One Month to More Effective Compliance on Business Ventures: Dis-linking Illegal Conduct

One of my favorite words in the context of FCPA enforcement is dis-link. It a useful adjective in explaining how certain conduct by a company must be separated from the winning of business and more broadly it works on many different levels when discussing the FCPA. This concept of dis-linking was most prominently laid out in Opinion Release 14-02. It provided one of the most concrete statements from the DOJ on the unidimensional nature of compliance in the M&A context; both in the pre-acquisition and post-acquisition phases.
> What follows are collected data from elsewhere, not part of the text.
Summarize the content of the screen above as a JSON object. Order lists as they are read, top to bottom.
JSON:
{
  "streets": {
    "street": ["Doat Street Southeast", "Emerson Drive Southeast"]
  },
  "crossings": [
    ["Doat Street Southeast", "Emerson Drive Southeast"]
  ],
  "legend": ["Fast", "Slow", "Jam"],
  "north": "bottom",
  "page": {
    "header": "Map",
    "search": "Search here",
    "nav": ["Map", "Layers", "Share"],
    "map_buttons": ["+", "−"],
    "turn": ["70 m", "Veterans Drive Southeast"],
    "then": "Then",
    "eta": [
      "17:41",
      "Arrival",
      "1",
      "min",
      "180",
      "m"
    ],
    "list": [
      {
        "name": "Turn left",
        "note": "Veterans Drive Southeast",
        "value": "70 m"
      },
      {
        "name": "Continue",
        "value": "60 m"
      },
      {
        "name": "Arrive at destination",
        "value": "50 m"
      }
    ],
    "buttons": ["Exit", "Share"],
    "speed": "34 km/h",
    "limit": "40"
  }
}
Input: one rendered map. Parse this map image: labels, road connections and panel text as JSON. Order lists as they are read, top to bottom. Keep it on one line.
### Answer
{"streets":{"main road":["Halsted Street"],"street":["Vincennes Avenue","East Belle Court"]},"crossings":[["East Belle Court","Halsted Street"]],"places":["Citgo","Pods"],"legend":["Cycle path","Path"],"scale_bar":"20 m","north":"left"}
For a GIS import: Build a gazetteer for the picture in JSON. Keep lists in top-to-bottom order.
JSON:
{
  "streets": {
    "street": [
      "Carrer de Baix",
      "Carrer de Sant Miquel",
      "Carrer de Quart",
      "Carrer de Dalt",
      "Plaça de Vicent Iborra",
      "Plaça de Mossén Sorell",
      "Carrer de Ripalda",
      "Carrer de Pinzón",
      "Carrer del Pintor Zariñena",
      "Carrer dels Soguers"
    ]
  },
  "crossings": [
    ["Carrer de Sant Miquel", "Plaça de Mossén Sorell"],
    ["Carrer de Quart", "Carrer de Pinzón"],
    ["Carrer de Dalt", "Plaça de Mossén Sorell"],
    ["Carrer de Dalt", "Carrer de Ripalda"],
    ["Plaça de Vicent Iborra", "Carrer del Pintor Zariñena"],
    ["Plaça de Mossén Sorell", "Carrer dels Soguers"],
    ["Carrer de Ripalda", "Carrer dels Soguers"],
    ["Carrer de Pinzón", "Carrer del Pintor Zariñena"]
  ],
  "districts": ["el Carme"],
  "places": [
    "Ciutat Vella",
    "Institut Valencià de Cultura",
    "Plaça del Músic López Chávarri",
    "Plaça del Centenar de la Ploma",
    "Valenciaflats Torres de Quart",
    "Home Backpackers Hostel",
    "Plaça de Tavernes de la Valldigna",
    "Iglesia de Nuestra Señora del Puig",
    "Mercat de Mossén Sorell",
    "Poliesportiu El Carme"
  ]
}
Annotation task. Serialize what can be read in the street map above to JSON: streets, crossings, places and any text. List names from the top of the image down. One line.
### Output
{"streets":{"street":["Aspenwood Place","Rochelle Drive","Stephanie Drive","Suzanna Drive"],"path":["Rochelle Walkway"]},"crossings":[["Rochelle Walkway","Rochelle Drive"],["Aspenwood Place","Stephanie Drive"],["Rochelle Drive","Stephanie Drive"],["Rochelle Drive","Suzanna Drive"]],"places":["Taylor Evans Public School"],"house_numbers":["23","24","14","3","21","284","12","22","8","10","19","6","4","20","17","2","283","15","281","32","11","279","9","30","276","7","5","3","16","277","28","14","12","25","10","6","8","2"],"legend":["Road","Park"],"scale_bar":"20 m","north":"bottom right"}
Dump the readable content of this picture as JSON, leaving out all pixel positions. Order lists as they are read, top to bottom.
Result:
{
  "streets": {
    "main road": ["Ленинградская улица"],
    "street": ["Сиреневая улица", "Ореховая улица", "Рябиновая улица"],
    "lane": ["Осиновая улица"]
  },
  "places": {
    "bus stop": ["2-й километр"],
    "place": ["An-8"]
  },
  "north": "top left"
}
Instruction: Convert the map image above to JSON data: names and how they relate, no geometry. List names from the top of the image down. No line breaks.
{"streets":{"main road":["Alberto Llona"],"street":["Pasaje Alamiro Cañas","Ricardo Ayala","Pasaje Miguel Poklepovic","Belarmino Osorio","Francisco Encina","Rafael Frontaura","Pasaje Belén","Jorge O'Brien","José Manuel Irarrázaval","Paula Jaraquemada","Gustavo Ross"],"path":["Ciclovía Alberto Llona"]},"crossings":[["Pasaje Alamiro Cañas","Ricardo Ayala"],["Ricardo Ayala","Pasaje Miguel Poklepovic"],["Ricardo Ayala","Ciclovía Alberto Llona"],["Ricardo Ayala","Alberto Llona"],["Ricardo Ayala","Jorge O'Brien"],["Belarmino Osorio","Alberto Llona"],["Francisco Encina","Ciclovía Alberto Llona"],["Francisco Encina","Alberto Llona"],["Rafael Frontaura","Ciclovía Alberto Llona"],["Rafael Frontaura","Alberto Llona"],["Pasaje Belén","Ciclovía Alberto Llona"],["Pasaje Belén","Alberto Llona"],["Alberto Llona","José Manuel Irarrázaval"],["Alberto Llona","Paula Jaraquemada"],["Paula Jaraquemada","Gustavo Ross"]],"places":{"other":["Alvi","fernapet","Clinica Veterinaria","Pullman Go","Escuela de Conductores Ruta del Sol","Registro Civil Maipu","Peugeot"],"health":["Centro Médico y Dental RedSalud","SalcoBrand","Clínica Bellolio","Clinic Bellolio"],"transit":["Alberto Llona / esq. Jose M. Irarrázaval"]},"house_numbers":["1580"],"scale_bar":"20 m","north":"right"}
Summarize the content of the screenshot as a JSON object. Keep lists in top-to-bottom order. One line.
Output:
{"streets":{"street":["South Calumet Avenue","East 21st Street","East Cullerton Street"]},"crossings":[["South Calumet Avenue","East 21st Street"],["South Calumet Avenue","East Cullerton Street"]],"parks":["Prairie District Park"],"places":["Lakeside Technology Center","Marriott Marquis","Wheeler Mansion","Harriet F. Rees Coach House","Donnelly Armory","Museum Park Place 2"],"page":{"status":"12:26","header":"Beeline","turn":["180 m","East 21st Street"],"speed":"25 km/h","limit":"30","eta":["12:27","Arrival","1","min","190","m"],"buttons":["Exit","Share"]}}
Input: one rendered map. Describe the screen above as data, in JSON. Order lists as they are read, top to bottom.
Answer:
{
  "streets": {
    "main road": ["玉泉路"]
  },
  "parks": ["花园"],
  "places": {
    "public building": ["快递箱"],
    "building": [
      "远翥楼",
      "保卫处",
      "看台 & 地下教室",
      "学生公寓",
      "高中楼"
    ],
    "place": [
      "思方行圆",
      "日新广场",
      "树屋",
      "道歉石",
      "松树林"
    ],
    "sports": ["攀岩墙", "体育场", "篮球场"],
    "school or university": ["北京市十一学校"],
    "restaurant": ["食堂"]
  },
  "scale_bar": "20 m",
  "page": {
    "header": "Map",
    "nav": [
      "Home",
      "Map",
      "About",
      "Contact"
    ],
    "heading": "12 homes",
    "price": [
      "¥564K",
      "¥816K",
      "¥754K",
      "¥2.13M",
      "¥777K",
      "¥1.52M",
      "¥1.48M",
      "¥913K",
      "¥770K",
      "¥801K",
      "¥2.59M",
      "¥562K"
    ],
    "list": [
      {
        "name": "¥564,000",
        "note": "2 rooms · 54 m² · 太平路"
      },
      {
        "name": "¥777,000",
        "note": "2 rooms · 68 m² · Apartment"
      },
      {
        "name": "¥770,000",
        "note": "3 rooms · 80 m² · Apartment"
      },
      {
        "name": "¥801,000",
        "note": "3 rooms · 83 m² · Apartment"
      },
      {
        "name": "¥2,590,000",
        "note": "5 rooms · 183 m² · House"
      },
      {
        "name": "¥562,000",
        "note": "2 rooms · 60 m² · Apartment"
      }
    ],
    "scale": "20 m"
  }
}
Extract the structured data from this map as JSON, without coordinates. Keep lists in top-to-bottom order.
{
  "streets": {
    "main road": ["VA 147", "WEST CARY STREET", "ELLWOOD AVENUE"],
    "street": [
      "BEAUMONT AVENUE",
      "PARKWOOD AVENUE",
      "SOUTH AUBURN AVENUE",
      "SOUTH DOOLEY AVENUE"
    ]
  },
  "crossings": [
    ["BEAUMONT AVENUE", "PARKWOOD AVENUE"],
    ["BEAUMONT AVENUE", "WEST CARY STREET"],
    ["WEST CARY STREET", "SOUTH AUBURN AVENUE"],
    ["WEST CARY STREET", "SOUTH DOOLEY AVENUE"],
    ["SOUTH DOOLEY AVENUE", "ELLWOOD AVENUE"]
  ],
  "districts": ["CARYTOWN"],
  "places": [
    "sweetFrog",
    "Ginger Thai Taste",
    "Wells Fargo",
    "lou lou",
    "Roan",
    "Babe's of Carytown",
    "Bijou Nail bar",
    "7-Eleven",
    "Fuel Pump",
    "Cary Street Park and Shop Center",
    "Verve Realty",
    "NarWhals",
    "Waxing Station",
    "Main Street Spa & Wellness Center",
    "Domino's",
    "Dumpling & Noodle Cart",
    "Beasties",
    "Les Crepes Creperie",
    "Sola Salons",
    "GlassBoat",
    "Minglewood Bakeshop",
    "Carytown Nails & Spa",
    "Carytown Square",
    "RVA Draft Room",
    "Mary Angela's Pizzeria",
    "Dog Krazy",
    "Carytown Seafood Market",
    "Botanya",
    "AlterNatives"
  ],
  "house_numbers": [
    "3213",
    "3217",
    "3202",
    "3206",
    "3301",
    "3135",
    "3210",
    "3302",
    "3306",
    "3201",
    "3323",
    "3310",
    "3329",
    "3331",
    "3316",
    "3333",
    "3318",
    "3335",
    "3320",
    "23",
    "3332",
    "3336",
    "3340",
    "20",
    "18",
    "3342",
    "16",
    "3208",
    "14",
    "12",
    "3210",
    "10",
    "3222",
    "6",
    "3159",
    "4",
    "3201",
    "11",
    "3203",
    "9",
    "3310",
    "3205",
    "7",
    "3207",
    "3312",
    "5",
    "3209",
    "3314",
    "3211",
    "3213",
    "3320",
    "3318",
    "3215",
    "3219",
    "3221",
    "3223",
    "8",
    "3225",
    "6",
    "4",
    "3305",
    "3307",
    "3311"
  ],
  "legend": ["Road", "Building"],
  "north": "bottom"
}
Opinion Release 14-02, taken together with the steps laid out in the 2020 FCPA Resource Guide, 2nd edition, has provided the post-acquisition actions a compliance professional needs to take after the transaction is closed. If you cannot perform any or even an adequate pre-acquisition due diligence, the time frames you put in place after the acquisition closes will need to be compressed to make sure that you are not continuing any nefarious FCPA conduct going forward.
But it all goes back to dis-linking. If a Target is engaging in conduct that violates the FCPA but the Target itself is not subject to the jurisdiction of the FCPA, you simply cannot afford to allow that conduct to continue. If you do allow such conduct to continue your company will be actively engaging and participating in an ongoing FCPA violation. That is the final takeaway from this Opinion Release; it is allowing corruption and bribery to continue which brings companies into FCPA grief. Opinion Release 14-02 provides a roadmap of the steps you can take to prevent such exposure.
Three key takeaways:

  1. In the M&A context, the key is to dis-link any illegal conduct going forward.
  2. Opinion Release 14-02 provides the clearest roadmap for pre- and post-acquisition compliance actions in the M&A context.
  3. Never forget the Opinion Release procedure. It has been used successfully in two important M&A matters (08-02 and 14-02).